Friday, February 22, 2013

Queen Califia's Magical Circle

This magical kingdom rises above the winter landscape in an explosion of color.  My travel buddy did not know what to expect.  I had decided to keep it a secret.  "This better be worth it," he complained as we took a detour into Escondido on our way to San Diego last weekend.  I drag the poor guy to art installations all over the state of California.  Some are bad.  Some are good.  This was WOW!

Located down a path in the middle of Kit Carson Park, it is not an easy place to find, but definitely worth the effort.  I guarantee once you enter the black and white maze and step into Queen Califia's realm, you will not want to leave.
This incredible sculpture garden was created by Niki de Saint Phalle.  I discovered her work while visiting Paris in the 1980's.  Her voluptuous female figures across from the Pompidou Center were more memorable to me than anything in the Louvre.  I only learned recently that she moved to La Jolla in 1994 for health reasons and fell in love with our state.  In honor of California, she created this garden around the mythical black queen, Califia, after whom our state was named.  The garden took four years to complete.  Sadly, the artist died in 2002.

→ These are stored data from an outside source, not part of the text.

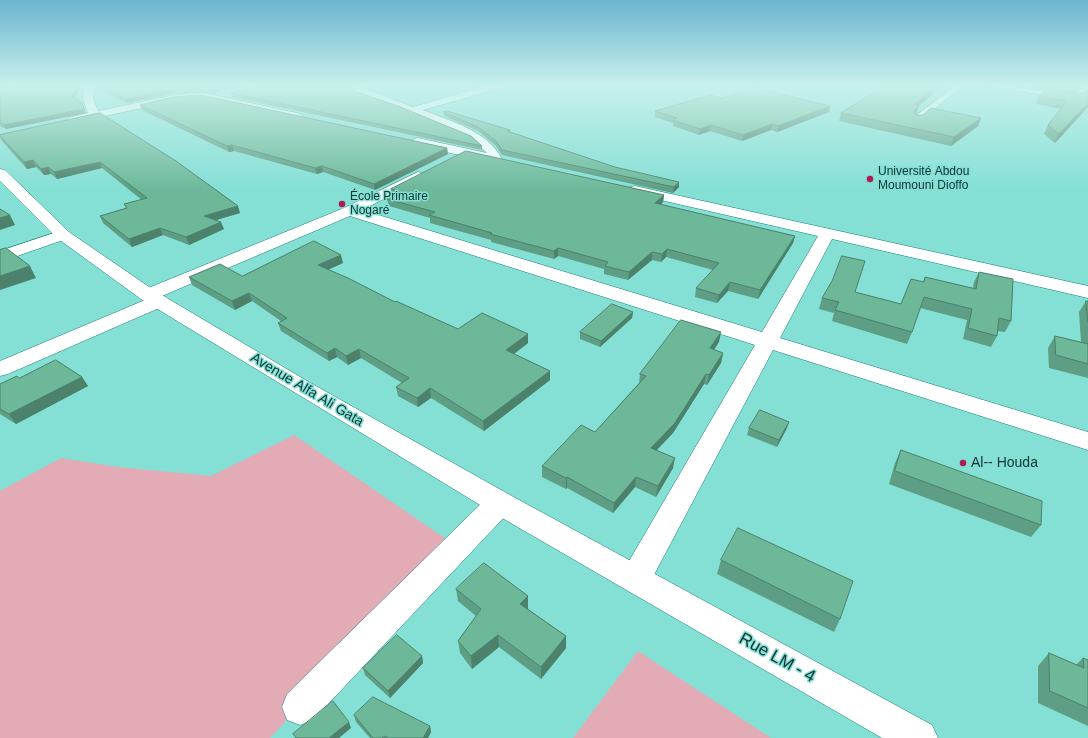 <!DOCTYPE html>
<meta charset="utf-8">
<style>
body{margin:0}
canvas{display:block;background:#84dfd5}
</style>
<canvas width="1088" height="738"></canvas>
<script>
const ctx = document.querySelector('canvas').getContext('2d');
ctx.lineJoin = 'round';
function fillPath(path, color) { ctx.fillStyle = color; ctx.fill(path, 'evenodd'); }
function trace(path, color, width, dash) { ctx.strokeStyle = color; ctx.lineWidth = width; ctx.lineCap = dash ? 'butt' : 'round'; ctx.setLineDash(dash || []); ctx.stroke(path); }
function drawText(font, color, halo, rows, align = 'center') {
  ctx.font = font + ' Helvetica,sans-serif'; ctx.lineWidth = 3; ctx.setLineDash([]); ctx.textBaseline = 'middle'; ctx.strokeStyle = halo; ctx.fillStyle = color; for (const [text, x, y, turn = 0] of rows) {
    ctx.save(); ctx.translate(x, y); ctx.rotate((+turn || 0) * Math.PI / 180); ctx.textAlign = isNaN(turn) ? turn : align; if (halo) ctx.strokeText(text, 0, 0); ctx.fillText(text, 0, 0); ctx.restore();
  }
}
const green = new Path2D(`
 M 294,435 L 452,543 L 270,738 L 0,738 L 0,491 L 61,458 L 118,467 L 211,476 Z
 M 638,651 L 771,738 L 573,738 Z`);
const service = new Path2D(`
 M 955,86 L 962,86 L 920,121 L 914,121 L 914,117 Z
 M 988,86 L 1006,86 L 1074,96 L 1078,95 L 1079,91 L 1084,86 L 1088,86 L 1088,89 L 1085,92 L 1083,97 L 1074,100 Z`);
const minor = new Path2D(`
 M 84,86 L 94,86 L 93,99 L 98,111 L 175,95 L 200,92 L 297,113 L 303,116 L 297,119 L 200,98 L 175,101 L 72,123 L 68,122 L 66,120 L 68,118 L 88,113 L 83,99 Z
 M 342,86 L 357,86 L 413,107 L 485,86 L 502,86 L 500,88 L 423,110 C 452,122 487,130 502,159 L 501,162 L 496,163 L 414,145 L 412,142 L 414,139 L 418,138 L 487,153 L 472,139 Z
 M 418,172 L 423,173 L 425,176 L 423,179 L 362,210 L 762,332 L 818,236 L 630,193 L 628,190 L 630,187 L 635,186 L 1088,286 L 1088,298 L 832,239 L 780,338 L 1088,432 L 1088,450 L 773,350 L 647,588 L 636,591 L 625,588 L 620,578 L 625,568 L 755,345 L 350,216 L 162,296 L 166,297 L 169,301 L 166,305 L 8,374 L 0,376 L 0,361 L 145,300 L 141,299 L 139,295 L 141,291 L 344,208 Z
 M 63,230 L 69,232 L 71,235 L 69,238 L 0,262 L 0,251 Z
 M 500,492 L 510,495 L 514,503 L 510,511 L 313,720 L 300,725 L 287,720 L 282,707 L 287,694 L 490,495 Z`);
const tertiary = new Path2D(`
 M 0,169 L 5,170 L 69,232 L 155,291 L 307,381 L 510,495 L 932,725 L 938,738 L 882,738 L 490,511 L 141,299 L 57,238 L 0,181 Z`);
const wall = new Path2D(`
 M 29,86 L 81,86 L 75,98 L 86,113 L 6,129 L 0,126 L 0,92 Z
 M 95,86 L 242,86 L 216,92 L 214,94 L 201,93 L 171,94 L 127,103 L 95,87 Z
 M 885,86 L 942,86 L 919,106 L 916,114 L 916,115 L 981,118 L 978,126 L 951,146 L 839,121 L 841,113 Z
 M 1025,86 L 1082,86 L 1079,89 L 1077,94 L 1087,91 L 1088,90 L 1088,107 L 1055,143 L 1044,134 L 1048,125 L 1061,109 L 1036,104 L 1039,96 L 1047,90 Z
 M 353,88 L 354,91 L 482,146 L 482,150 L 232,97 L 231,93 Z
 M 722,98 L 830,106 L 829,112 L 777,132 L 771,130 L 742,141 L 710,131 L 699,135 L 673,126 L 673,123 L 655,117 L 655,111 Z
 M 140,105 L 447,148 L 448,154 L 375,190 L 323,172 L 317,174 L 234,151 L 229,152 L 142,110 Z
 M 444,112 L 510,132 L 615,167 L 679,187 L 673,193 L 502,155 L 496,146 L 478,131 L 444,116 Z
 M 100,113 L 240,213 L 216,220 L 224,229 L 189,245 L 163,235 L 132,247 L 103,223 L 100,216 L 126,208 L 124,204 L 142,200 L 102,168 L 57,179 L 51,174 L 44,175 L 36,167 L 27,169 L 2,141 L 0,137 L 0,135 Z
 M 391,189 L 664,195 L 663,202 L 661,205 L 795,236 L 793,243 L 758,299 L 728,291 L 717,303 L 695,297 L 696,288 L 713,270 L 666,257 L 661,262 L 652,260 L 628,280 L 604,274 L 604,269 L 558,256 L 554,259 L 491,242 L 491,240 L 430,223 L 430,218 L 389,206 L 387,199 L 392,196 Z
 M 343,263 L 328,270 L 395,302 L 458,329 L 528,334 L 528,343 L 514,354 L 550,371 L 550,380 L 484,431 L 431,398 L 418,407 L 398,396 L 396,387 L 402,383 L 361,358 L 348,365 L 337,357 L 329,361 L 281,331 L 278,323 L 281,321 L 252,301 L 235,310 L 192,285 L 189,277 L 242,276 Z
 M 979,272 L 1011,321 L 1005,332 L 997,331 L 997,336 L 991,347 L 963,339 L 967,320 L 920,308 L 912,332 L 907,344 L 832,321 L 834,313 L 819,309 L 822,298 L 855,292 L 901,304 L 923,282 L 925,277 L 973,288 L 974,282 Z
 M 1086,301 L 1088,301 L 1088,378 L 1049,368 L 1048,348 L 1055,336 L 1081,342 L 1079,312 Z
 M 633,312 L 632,318 L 600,347 L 580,339 L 580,332 Z
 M 719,342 L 714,350 L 723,353 L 721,363 L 707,385 L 704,384 L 673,433 L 657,450 L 673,468 L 656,497 L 635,487 L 613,513 L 567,488 L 566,489 L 542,477 L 542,466 L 595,432 L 639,383 L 640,374 Z
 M 82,377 L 88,386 L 16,424 L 0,414 L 0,384 L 19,378 Z
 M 749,428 L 787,428 L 777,447 L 747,435 Z
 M 901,450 L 1041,525 L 1031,537 L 889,484 L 895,463 Z
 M 721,560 L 840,619 L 834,632 L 717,574 Z
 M 456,589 L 528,596 L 528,609 L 566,636 L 566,648 L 541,679 L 499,647 L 472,669 L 460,653 L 458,641 L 476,616 L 458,601 Z
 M 1049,653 L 1076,665 L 1083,658 L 1088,660 L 1088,726 L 1038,703 L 1038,666 Z
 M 422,656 L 423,663 L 390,698 L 365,675 L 363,668 Z
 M 354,715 L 430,726 L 431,732 L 428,738 L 370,738 L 356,722 Z`);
const shadedWall = new Path2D(`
 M 0,86 L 10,86 L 0,89 Z
 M 77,86 L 81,86 L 73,100 L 72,96 Z
 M 220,86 L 242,86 L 216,92 L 214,94 L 213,90 L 215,88 Z
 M 935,86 L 942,86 L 919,106 L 916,114 L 912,118 L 914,105 Z
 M 1080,86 L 1082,86 L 1079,89 L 1077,94 L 1074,94 L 1078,87 Z
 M 170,90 L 171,94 L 127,103 L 126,99 Z
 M 82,103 L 86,113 L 6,129 L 4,125 Z
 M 1088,103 L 1088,107 L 1055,143 L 1059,134 Z
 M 830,106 L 829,112 L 777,132 L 778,126 Z
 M 981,118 L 978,126 L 951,146 L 954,137 Z
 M 772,124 L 771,130 L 742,141 L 743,135 Z
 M 711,125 L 710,131 L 699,135 L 700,129 Z
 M 232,145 L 234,151 L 229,152 L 227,146 Z
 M 447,148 L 448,154 L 375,190 L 374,184 Z
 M 33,160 L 36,167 L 27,169 L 24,162 Z
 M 100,162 L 102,168 L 57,179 L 54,172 Z
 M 322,166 L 323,172 L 317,174 L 315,168 Z
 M 48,167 L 51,174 L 44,175 L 41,169 Z
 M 679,182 L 679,187 L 673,193 L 674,187 Z
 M 664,195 L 663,202 L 654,211 L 655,203 Z
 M 238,206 L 240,213 L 206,223 L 204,216 Z
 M 10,215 L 15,225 L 0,230 L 0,218 Z
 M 221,222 L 224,229 L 189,245 L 186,237 Z
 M 160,228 L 163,235 L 132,247 L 129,239 Z
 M 795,236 L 793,243 L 758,299 L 760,290 Z
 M 558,248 L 558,256 L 554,259 L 554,251 Z
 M 667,249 L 666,257 L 661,262 L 662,254 Z
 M 652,252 L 652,260 L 628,280 L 629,272 Z
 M 341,255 L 343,263 L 320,273 L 318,265 Z
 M 30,266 L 36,278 L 0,290 L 0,276 Z
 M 730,282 L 728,291 L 717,303 L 719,295 Z
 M 249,293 L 252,301 L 235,310 L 232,301 Z
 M 633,312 L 632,318 L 600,347 L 601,341 Z
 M 721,332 L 719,342 L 708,358 L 710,348 Z
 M 528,334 L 528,343 L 507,359 L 506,350 Z
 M 335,348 L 337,357 L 329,361 L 327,353 Z
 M 359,349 L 361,358 L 348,365 L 346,356 Z
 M 723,353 L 721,363 L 707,385 L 709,375 Z
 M 550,371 L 550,380 L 484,431 L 483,421 Z
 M 706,374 L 704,384 L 673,433 L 649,458 L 651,448 Z
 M 82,377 L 88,386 L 16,424 L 9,414 Z
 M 430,388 L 431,398 L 418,407 L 417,398 Z
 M 789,422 L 787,428 L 777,447 L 779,440 Z
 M 675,458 L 673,468 L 656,497 L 658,486 Z
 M 567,477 L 567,488 L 566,489 L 566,478 Z
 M 636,477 L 635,487 L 613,513 L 614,503 Z
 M 528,596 L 528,609 L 521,616 L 520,604 Z
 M 498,635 L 499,647 L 472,669 L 471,656 Z
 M 566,636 L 566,648 L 541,679 L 541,667 Z
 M 422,656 L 423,663 L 390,698 L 388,691 Z
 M 349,722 L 351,728 L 339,738 L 329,738 Z
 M 430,726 L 431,732 L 428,738 L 423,738 Z`);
const building = new Path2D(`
 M 29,86 L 77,86 L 72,96 L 82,103 L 84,109 L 4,125 L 0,122 L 0,92 Z
 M 100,86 L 220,86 L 215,88 L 213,90 L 200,89 L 170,90 L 126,99 Z
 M 268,86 L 348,86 L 353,88 L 348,89 L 398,106 L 471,136 L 482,146 L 231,93 Z
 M 885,86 L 935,86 L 914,105 L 919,106 L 914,110 L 916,115 L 923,115 L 931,108 L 981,118 L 954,137 L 841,113 Z
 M 755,88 L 830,106 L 778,126 L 772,124 L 743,135 L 711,125 L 700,129 L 673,120 L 677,118 L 655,111 L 710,95 L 722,98 Z
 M 1048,89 L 1077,94 L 1087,91 L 1088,90 L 1088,103 L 1059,134 L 1048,125 L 1067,101 L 1039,96 Z
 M 201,95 L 447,148 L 374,184 L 322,166 L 315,168 L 232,145 L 227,146 L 140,105 L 173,97 Z
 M 447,111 L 510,130 L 507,131 L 615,167 L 679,182 L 674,187 L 502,150 L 496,141 L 478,127 L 444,112 Z
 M 100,113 L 176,161 L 238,206 L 204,216 L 221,222 L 186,237 L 160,228 L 129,239 L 100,216 L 127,208 L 124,204 L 147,198 L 100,162 L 54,172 L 48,167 L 41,169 L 33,160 L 24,162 L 0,136 L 0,135 Z
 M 466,151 L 664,195 L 655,203 L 795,236 L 760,290 L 730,282 L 719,295 L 696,288 L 719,263 L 667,249 L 662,254 L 652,252 L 629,272 L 605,266 L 608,262 L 558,248 L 554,251 L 490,234 L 492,233 L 429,215 L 435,212 L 387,199 L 400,192 L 391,189 Z
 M 0,209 L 10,215 L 0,218 Z
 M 314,241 L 341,255 L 318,265 L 350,279 L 395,302 L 396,301 L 458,329 L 482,313 L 528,334 L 506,350 L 550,371 L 483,421 L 430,388 L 417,398 L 396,387 L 409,378 L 359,349 L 346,356 L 335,348 L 327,353 L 278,323 L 287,318 L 249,293 L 232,301 L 189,277 L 220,264 L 242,276 Z
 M 6,248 L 30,266 L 0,276 L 0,250 Z
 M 842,256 L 865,261 L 855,292 L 901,304 L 911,279 L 924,282 L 925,277 L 976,289 L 979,272 L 1013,279 L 1011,321 L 999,318 L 997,336 L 968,328 L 972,309 L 924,297 L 912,332 L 835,310 L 839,302 L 822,298 L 832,281 Z
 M 1086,301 L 1088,301 L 1088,321 Z
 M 612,304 L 633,312 L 601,341 L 580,332 Z
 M 681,320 L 721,332 L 710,348 L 723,353 L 709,375 L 706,374 L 675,423 L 651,448 L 675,458 L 658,486 L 636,477 L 614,503 L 567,477 L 566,478 L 542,466 L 581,425 L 595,432 L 646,376 L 640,374 Z
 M 1055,336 L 1088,344 L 1088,364 L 1056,355 Z
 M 56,360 L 82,377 L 9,414 L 0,409 L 0,384 L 17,376 L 19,378 Z
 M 760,410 L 789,422 L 779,440 L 749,428 Z
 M 901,450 L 1042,501 L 1041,525 L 895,471 Z
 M 738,528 L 853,581 L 840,619 L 721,560 Z
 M 484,563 L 528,596 L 520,604 L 566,636 L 541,667 L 498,635 L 471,656 L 458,641 L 481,609 L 456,589 Z
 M 397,635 L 422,656 L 388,691 L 363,668 Z
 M 1049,653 L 1084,668 L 1083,658 L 1088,660 L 1088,708 L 1050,691 Z
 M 373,697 L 430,726 L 423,738 L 389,738 L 384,736 L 382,738 L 373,738 L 354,715 Z
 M 333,701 L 349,722 L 329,738 L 296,738 L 293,734 Z`);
const markers = [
 [870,179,4,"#ae1d51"],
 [342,204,4,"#ae1d51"],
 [963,463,4,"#ae1d51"]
];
const farPoinames = [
 ["Université Abdou",878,172],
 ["Moumouni Dioffo",878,186],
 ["École Primaire",350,197],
 ["Nogaré",350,211]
];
const streetNames = [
 ["Avenue Alfa Ali Gata",307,390,31]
];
const poiNames = [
 ["Al-- Houda",971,463]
];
const nearStreetnames = [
 ["Rue LM - 4",777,658,29]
];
fillPath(green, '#e3abb5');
trace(service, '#157e75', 1);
trace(minor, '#157e75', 1);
trace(tertiary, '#157e75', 1);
fillPath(service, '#fff');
fillPath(minor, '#fff');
fillPath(tertiary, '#fff');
fillPath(wall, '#5d9e84');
fillPath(shadedWall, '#4c816b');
fillPath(building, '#6cb899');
trace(building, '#4c816b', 1);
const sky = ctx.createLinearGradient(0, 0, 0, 190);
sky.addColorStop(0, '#6cb4d0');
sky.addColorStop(0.45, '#c8f1ec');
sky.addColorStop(1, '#c8f1ec00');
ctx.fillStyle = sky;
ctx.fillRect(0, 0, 1088, 190);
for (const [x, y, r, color] of markers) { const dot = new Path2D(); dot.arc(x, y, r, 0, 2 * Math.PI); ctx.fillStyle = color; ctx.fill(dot); trace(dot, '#84dfd5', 1.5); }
drawText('12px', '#0e3632', '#84dfd5', farPoinames, 'left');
drawText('14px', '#0e3632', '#84dfd5', streetNames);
drawText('14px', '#0e3632', '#84dfd5', poiNames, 'left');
drawText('17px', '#0e3632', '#84dfd5', nearStreetnames);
</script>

Queen Califia was created by Spanish writer Garci Rodriquez de Montalvo around 1500 in his novel Las sergas de Esplandian.  Califia, a powerful female warrior, lived on an island filled with gold and riches.  She and her army of women flew to Constantinople on a flock of griffins to join the Muslims in their fight against the Christians.  She was defeated and taken prisoner.   In the book she eventually returns to California for further adventures, but she is no longer a pagan.  She is a married Christian woman!
Queen Califia rules over her kingdom on a tall griffin-shaped temple.  Underneath the temple sits a large golden egg, representing the fertility of women and the birth of humanity.  Around her are eight totemic sculptures, each with images of a powerful female figure.  Massive, undulating snakes line the garden walls reminding us of Eve's downfall in the Garden of Eden (lest we get a bit too uppity!).
We marveled at the colors, textures and patterns of the mosaics.  Each piece of travertine, agate, quartz and turquoise is highly polished and positioned  . . .well, perfectly.  "This is not outsider art," my travel buddy commented.  "This woman was a pro."  She used mirrors, as well, so the sculptures are reflected from where ever you stand.  It is an absolute delight.